In conclusion, we estimated the X6-antibody-based test system analytical characteristics for using it as a tool for screening gluten-containing products. The evaluation was performed by constructing ROC curves and the areas under the curves (AUC) were assessed. In this case, the data obtained with R5-based ELISA were used as reference. Figure 5b shows the resulting ROC curves. From the analysis of ROC curves, it follows that the gluten content qualitative results in the samples obtained using various test systems highly correlate. In particular, the area under the curve, constructed according to the data of X6-based ELISA, completely coincides with G12-based one and tends to 1. This indicates the practical interchangeability of all three methods when screening gluten-free products.

Table 7. McNemar’s test for all samples (n = 80).

X6
R5		Negative	Positive	McNemar’s p-value
	Negative	62	0	0.48
	Positive	2	16
X6
G12		Negative	Positive	McNemar’s p-value
	Negative	64	1	1
	Positive	0	15
R5
G12		Negative	Positive	McNemar’s p-value
	Negative	62	0	0.25
	Positive	3	15

demonstrates the results of the McNemar’s test for all the products examined that we performed.
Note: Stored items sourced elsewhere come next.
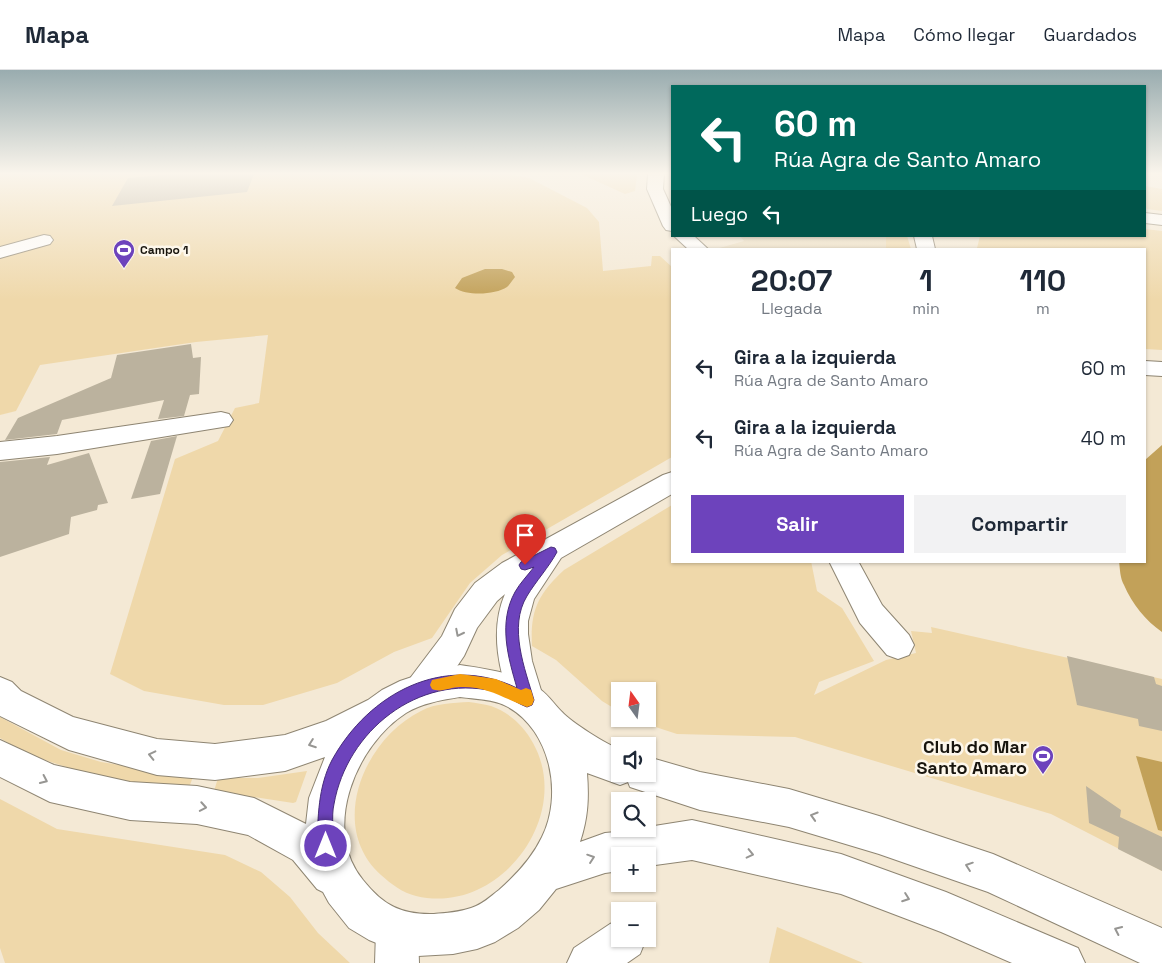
<!DOCTYPE html>
<html lang="es">
<head>
<meta charset="utf-8">
<style>
  :root { --surface:#fff; --page:#f2f2f3; --text:#1f2937; --muted:#747a83; --line:#e0e1e3; --accent:#6d43bc }
  body { margin:0; font-family:"Space Grotesk",sans-serif; background:var(--page); color:var(--text); height:100vh; display:flex; flex-direction:column; font-size:19px; white-space:nowrap }
  * { box-sizing:border-box; margin:0 }
  p { font-size:16px; color:var(--muted) }
  .icon { flex:none; width:28px; height:28px; fill:none; stroke:currentColor; stroke-width:2; stroke-linecap:round; stroke-linejoin:round }
  .map { position:relative; flex:1; overflow:hidden }
  .drawer { position:absolute; left:671px; top:178px; width:475px; height:315px; display:flex; flex-direction:column; background:var(--surface); border-radius:0px; box-shadow:0 1px 4px #0004 }
  .drawer>* { flex:none }
  .hud { position:absolute; left:671px; top:15px; width:475px; height:152px; border-radius:0px; box-shadow:0 1px 4px #0004; background:#00695c; color:#fff; overflow:hidden }
  .needle { width:32px; rotate:346deg }
  .tools { position:absolute; left:611px; top:612px; display:grid; gap:10px }
  .tools a { display:grid; place-items:center; width:45px; height:45px; border-radius:0px; background:var(--surface); box-shadow:0 1px 4px #0004; font-size:25px }
  .pin { position:absolute; display:grid; place-items:center; width:42px; height:42px; color:#fff; margin:-51px -21px; border-radius:50% 50% 50% 0; rotate:-45deg; box-shadow:0 0 5px #0007 }
  .pin .icon { rotate:45deg }
  .me { position:absolute; width:55px; margin:-28px; rotate:0deg; stroke-linejoin:round; filter:drop-shadow(0 0 4px #0008) }
  .turn { display:flex; align-items:center; gap:18px; height:105px; padding:0 20px; font-size:22px }
  .turn .icon { width:65px; height:65px; stroke-width:2.5 }
  .turn b { display:block; font-size:35px; line-height:42px }
  .then { display:flex; align-items:center; height:48px; padding:0 20px; background:#0003; gap:10px; font-size:19px }
  .eta { display:flex; justify-content:space-evenly; align-items:center; height:85px; text-align:center }
  .eta b { font-size:30px; font-weight:600; line-height:35px }
  .primary-button { display:flex; gap:10px; margin-top:auto; padding:10px 20px }
  .primary-button a { flex:1; height:58px; border-radius:0px; background:var(--accent); color:#fff; font-size:20px; font-weight:600; line-height:58px; text-align:center }
  .primary-button a+a { background:var(--page); color:var(--text) }
  ul { padding:0; list-style:none }
  li { display:flex; align-items:center; gap:15px; height:70px; padding:0 20px }
  li div { flex:1 }
  li b { display:block; font-size:19px }
  li em { font-style:normal }
  header { display:flex; align-items:center; gap:30px; box-sizing:border-box; height:70px; padding:0 25px; background:var(--surface); border-bottom:1px solid var(--line) }
  header strong { font-size:24px }
  nav { display:flex; gap:28px; margin-inline-start:auto; font-size:18px }
  .map>svg:first-child { display:block }
  .built { fill:#ecdec2 }
  .green { fill:#efd8aa }
  .water { fill:#c2a159 }
  .building { fill:#bbb29e }
  .lines { fill:none; stroke-linecap:round; stroke-linejoin:round }
  .minor-casing { stroke:#8e8572; stroke-width:2 }
  .major-casing { stroke:#8e8572; stroke-width:2 }
  .minor { fill:#fff; fill-rule:evenodd }
  .major { fill:#fff; fill-rule:evenodd }
  .oneway { stroke:#979693 }
  .route { fill:#6d43bc; stroke:#472c7a }
  .slow { fill:#f59e0b }
  .labels { text-anchor:middle; dominant-baseline:central; stroke-width:5; stroke-linejoin:round; paint-order:stroke }
  .far-poi-label { font-size:12px; font-weight:bold; fill:#18150e; stroke:#fdf7eb; text-anchor:start }
  .near-poi-label { font-size:18px; font-weight:bold; fill:#18150e; stroke:#fdf7eb; text-anchor:end }
</style>
</head>
<body>
<header>
<strong>Mapa</strong>
<nav><a>Mapa</a><a>Cómo llegar</a><a>Guardados</a></nav>
</header>
<div class="map">
<svg width="1162" height="893" viewBox="0 0 1162 893">
  <rect width="100%" height="100%" fill="#f4e9d5"/>
  <path class="built" d="M740 166H886V179H716L744 171Z"/>
  <g class="green">
    <path d="M0 104H507L529 108 587 138 599 152 603 201 651 196 652 186H660L672 197V387L502 485 470 513 432 568 394 582 337 613 263 635H224L144 621 110 604 175 389 218 371 235 338 259 333 268 265 196 272 40 295 16 341 0 345Z"/>
    <path d="M581 104H642L637 105 635 121 625 124Z"/>
    <path d="M1145 116 1162 119V141L1147 139 1145 135Z"/>
    <path d="M1145 159 1162 161V280L1145 279V179L977 178 980 166H1145Z"/>
    <path d="M886 166H907L911 179H886Z"/>
    <path d="M672 435V491H811L817 521 842 538 874 591 819 612 814 625 886 590 916 583 911 561 932 563 931 557 1162 609V801L1051 744 795 667 677 664 631 649H648V621H620V642L602 631 556 590 532 576C530 541 538 524 564 500Z"/>
    <path d="M469 632C476 633 484 634 491 636 509 642 525 657 533 673 574 746 499 846 416 826 403 823 391 814 381 805 327 756 364 669 421 641 436 633 453 633 469 632Z"/>
    <path d="M0 647 61 680 101 692 193 707 188 720C124 712 56 702 0 668Z"/>
    <path d="M307 701 296 732 293 733 214 721 218 708H258Z"/>
    <path d="M0 729 57 759 225 785 261 802 290 827 318 863 350 893H5L0 878Z"/>
    <path d="M777 857 863 893H769Z"/>
  </g>
  <g class="water">
    <path d="M485 199H502L512 202 515 207C512 211 510 214 507 217 495 225 467 226 455 218L462 208Z"/>
    <path d="M1162 375V562C1146 551 1132 534 1124 515 1120 508 1120 499 1119 491H1145V390Z"/>
    <path d="M1136 686 1162 692V761L1158 760Z"/>
  </g>
  <g class="building">
    <path d="M176 104H254L247 122 112 136 128 108Z"/>
    <path d="M191 274 193 288 201 287 199 324 190 325 184 346 158 349 164 330 62 350 57 364 5 370 18 348 111 308 117 285Z"/>
    <path d="M177 366 160 424 131 429 151 371Z"/>
    <path d="M89 383 108 433 98 435 97 440 71 447 69 464 0 487V392L50 387 47 395Z"/>
    <path d="M1067 586 1154 607 1156 614 1162 616V661L1139 656 1138 649 1077 635Z"/>
    <path d="M1086 716 1121 740 1120 747 1162 767V801L1118 779 1119 767 1089 753Z"/>
  </g>
  <g class="lines">
    <g class="minor-casing">
      <g id="minor">
        <path d="M648 104H664L663 119 672 139V161L666 160 663 156 647 119Z"/>
        <path d="M1145 143 1162 145V155L1145 153Z"/>
        <path d="M44 165 50 166 53 170 50 174 0 188V177Z"/>
        <path d="M674 166H694L708 179H688Z"/>
        <path d="M914 166H932L935 179H917Z"/>
        <path d="M1145 291 1162 292V306L1145 305Z"/>
        <path d="M221 342 229 344 233 350 229 356 57 384 0 390V372L57 366Z"/>
        <path d="M672 402V424L561 488 534 529 528 551V564L532 591 544 630 539 641 527 646 515 641C499 605 489 561 505 524L497 531 477 558 464 586 435 629 423 634 411 629 406 618 411 607 442 566 455 539 475 513 502 493 663 405Z"/>
        <path d="M829 491H858L882 535 909 565 914 575 909 585 898 589 887 585 860 553Z"/>
        <path d="M397 841 412 847 418 862 419 893H375L376 862 382 847Z"/>
        <path d="M620 850V869H646L640 884 627 893H567L574 878 610 854Z"/>
      </g>
    </g>
    <g class="major-casing">
      <path id="major" d="M460 595C487 599 518 603 541 620 549 626 554 634 562 642 571 652 607 675 620 679V704H648V687L700 702 789 719 879 746 993 784 1162 858V893H1140L988 822 879 784 789 757 700 740 630 717 628 712 620 715 587 703C589 728 588 748 580 772L605 763 648 759V757L692 750 841 784 946 822 1078 878 1085 893H1012L941 862 841 824 692 790 648 796V786H620V801L605 803 556 819 539 840 518 858 495 872 477 879 453 884 418 886 384 876 369 870 349 858 329 833 323 822 317 819 293 790 248 765 197 754 130 750 50 732 0 707V670L54 695 130 712 197 716 254 728 306 754 309 728 325 687 285 701 215 710 157 705 69 680 0 646V607L12 612 21 621 73 647 157 669 215 674 285 665 326 651 368 630 382 620 400 611 421 604ZM460 627C475 629 494 629 508 637 551 661 563 725 542 767 532 788 516 805 499 820 491 826 482 835 471 838 460 842 446 843 434 844 401 845 383 835 363 810 321 759 356 675 406 643 422 633 442 630 460 627Z"/>
    </g>
    <use href="#minor" class="minor"/>
    <use href="#major" class="major"/>
  </g>
  <defs><path id="oneway-chevron" d="M-2-3.5L2.5 0L-2 3.5" fill="none" stroke-width="1.6" stroke-linecap="round" stroke-linejoin="round" transform="scale(1.25)"/></defs>
  <g class="oneway">
    <use href="#oneway-chevron" transform="translate(459 563) rotate(117)"/>
    <use href="#oneway-chevron" transform="translate(312 674) rotate(160)"/>
    <use href="#oneway-chevron" transform="translate(152 685) rotate(-167)"/>
    <use href="#oneway-chevron" transform="translate(44 710) rotate(25)"/>
    <use href="#oneway-chevron" transform="translate(203 737) rotate(10)"/>
    <use href="#oneway-chevron" transform="translate(814 746) rotate(-163)"/>
    <use href="#oneway-chevron" transform="translate(750 784) rotate(13)"/>
    <use href="#oneway-chevron" transform="translate(591 788) rotate(-19)"/>
    <use href="#oneway-chevron" transform="translate(969 796) rotate(-161)"/>
    <use href="#oneway-chevron" transform="translate(906 828) rotate(20)"/>
    <use href="#oneway-chevron" transform="translate(1118 860) rotate(-155)"/>
  </g>
  <linearGradient id="sky" x2="0" y2="1"><stop stop-color="#99acaf"/><stop offset="0.45" stop-color="#faf5ec"/><stop offset="1" stop-color="#faf5ec" stop-opacity="0"/></linearGradient>
  <rect width="1162" height="230" fill="url(#sky)"/>
  <path class="route" d="M551 477 555 478 557 482C549 497 536 511 527 526 508 557 525 599 534 630L532 635 527 637C516 633 505 624 493 621 418 604 347 661 334 734 331 747 334 762 334 776L331 781 326 784 320 781 317 776C318 747 318 717 332 690 369 623 444 583 517 618 508 587 498 553 515 522 520 513 528 505 534 497L525 500 521 499 519 495 521 492Z"/>
  <path class="slow" d="M460 604 496 609 521 620 526 618 531 620 534 630 532 635 527 637C503 628 487 616 460 617 450 617 442 623 432 619L430 615 432 610Z"/>
  <defs>
    <g id="stadium-pin" transform="scale(1.125)"><path d="M0 17L-7.5 6A9.5 9.5 0 1 1 7.5 6Z" fill="#6d43bc" stroke="#fdf7eb"/><path d="M0-5a6.5 5 0 1 0 0 10a6.5 5 0 1 0 0-10ZM-3.5-1.8h7v3.6h-7Z" fill="#fff"/></g>
  </defs>
  <g fill-rule="evenodd">
    <use href="#stadium-pin" x="124" y="180"/>
    <use href="#stadium-pin" x="1043" y="686"/>
  </g>
  <g class="labels">
    <g class="far-poi-label">
      <text x="140" y="180">Campo 1</text>
    </g>
    <g class="near-poi-label">
      <text x="1027" y="676">Club do Mar<tspan x="1027" dy="21">Santo Amaro</tspan></text>
    </g>
  </g>
</svg>
<div class="tools">
<a><svg class="needle" viewBox="-14 -14 28 28"><path d="M0-13l5 13h-10z" fill="#e53935"/><path d="M0 13l5-13h-10z" fill="#747a83"/></svg></a>
<a><svg class="icon" aria-label="sound" viewBox="0 0 24 24"><path d="M4 9h4l5-4v14l-5-4H4zM17 9q2 3 0 6"/></svg></a>
<a><svg class="icon" aria-label="search" viewBox="0 0 24 24"><circle cx="10" cy="10" r="6"/><path d="M15 15l6 6"/></svg></a>
<a>+</a>
<a>−</a>
</div>
<div class="pin" style="left:525px;top:495px;background:#d93025"><svg class="icon" aria-label="arrive" viewBox="0 0 24 24"><path d="M6 21V4h12l-3 4 3 4H6"/></svg></div>
<svg class="me" style="left:326px;top:776px" viewBox="-20 -20 40 40"><circle r="17" fill="#6d43bc" stroke="#fff" stroke-width="3"/><path d="M0-11L8 9 0 5-8 9z" fill="#fff"/></svg>
<div class="hud">
<div class="turn"><svg class="icon" aria-label="left" viewBox="0 0 24 24"><path d="M17 20v-9H6M10 6l-5 5 5 5"/></svg><div><b>60 m</b>Rúa Agra de Santo Amaro</div></div>
<div class="then">Luego<svg class="icon" aria-label="left" viewBox="0 0 24 24"><path d="M17 20v-9H6M10 6l-5 5 5 5"/></svg></div>
</div>
<section class="drawer">
<div class="eta">
<div><b>20:07</b><p>Llegada</p></div>
<div><b>1</b><p>min</p></div>
<div><b>110</b><p>m</p></div>
</div>
<ul>
<li><svg class="icon" aria-label="left" viewBox="0 0 24 24"><path d="M17 20v-9H6M10 6l-5 5 5 5"/></svg><div><b>Gira a la izquierda</b><p>Rúa Agra de Santo Amaro</p></div><em>60 m</em></li>
<li><svg class="icon" aria-label="left" viewBox="0 0 24 24"><path d="M17 20v-9H6M10 6l-5 5 5 5"/></svg><div><b>Gira a la izquierda</b><p>Rúa Agra de Santo Amaro</p></div><em>40 m</em></li>
</ul>
<div class="primary-button"><a>Salir</a><a>Compartir</a></div>
</section>
</div>
</body>
</html>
The McNemar’s test revealed no significant differences in determining the gliadin content of the test system based on X6 and existing reference ones (p > 0.05). It is worth noting that during the selection analysis there were almost complete coincidence of the gluten determination results in samples when comparing test systems based on X6 and G12; in this case, only one sample out of 80 is defined as negative at the reference. It was also found that none of the negative samples on R5 was determined as positive on X6, which indicates the high specificity of this antibody.

4. Conclusions

In this study, we have characterized a new anti-gliadin antibody X6 and have estimated its potential for gluten content evaluation test systems. The antibody is specific for cereal proteins, with its affinity highly dependent on the presence of a PFP part in the protein, which is the most critical for antibody recognition. The structurally recognizable epitope is similar to R5; but larger in size, which can potentially lead to a higher specificity. According to the comparison results of the reference test systems and the X6 antibody-based ELISA we found their almost complete coincidence.

Our data allow us to conclude that the X6 antibody has a potential to be used in sandwich-type ELISA test systems designed to determine the gluten content in foods.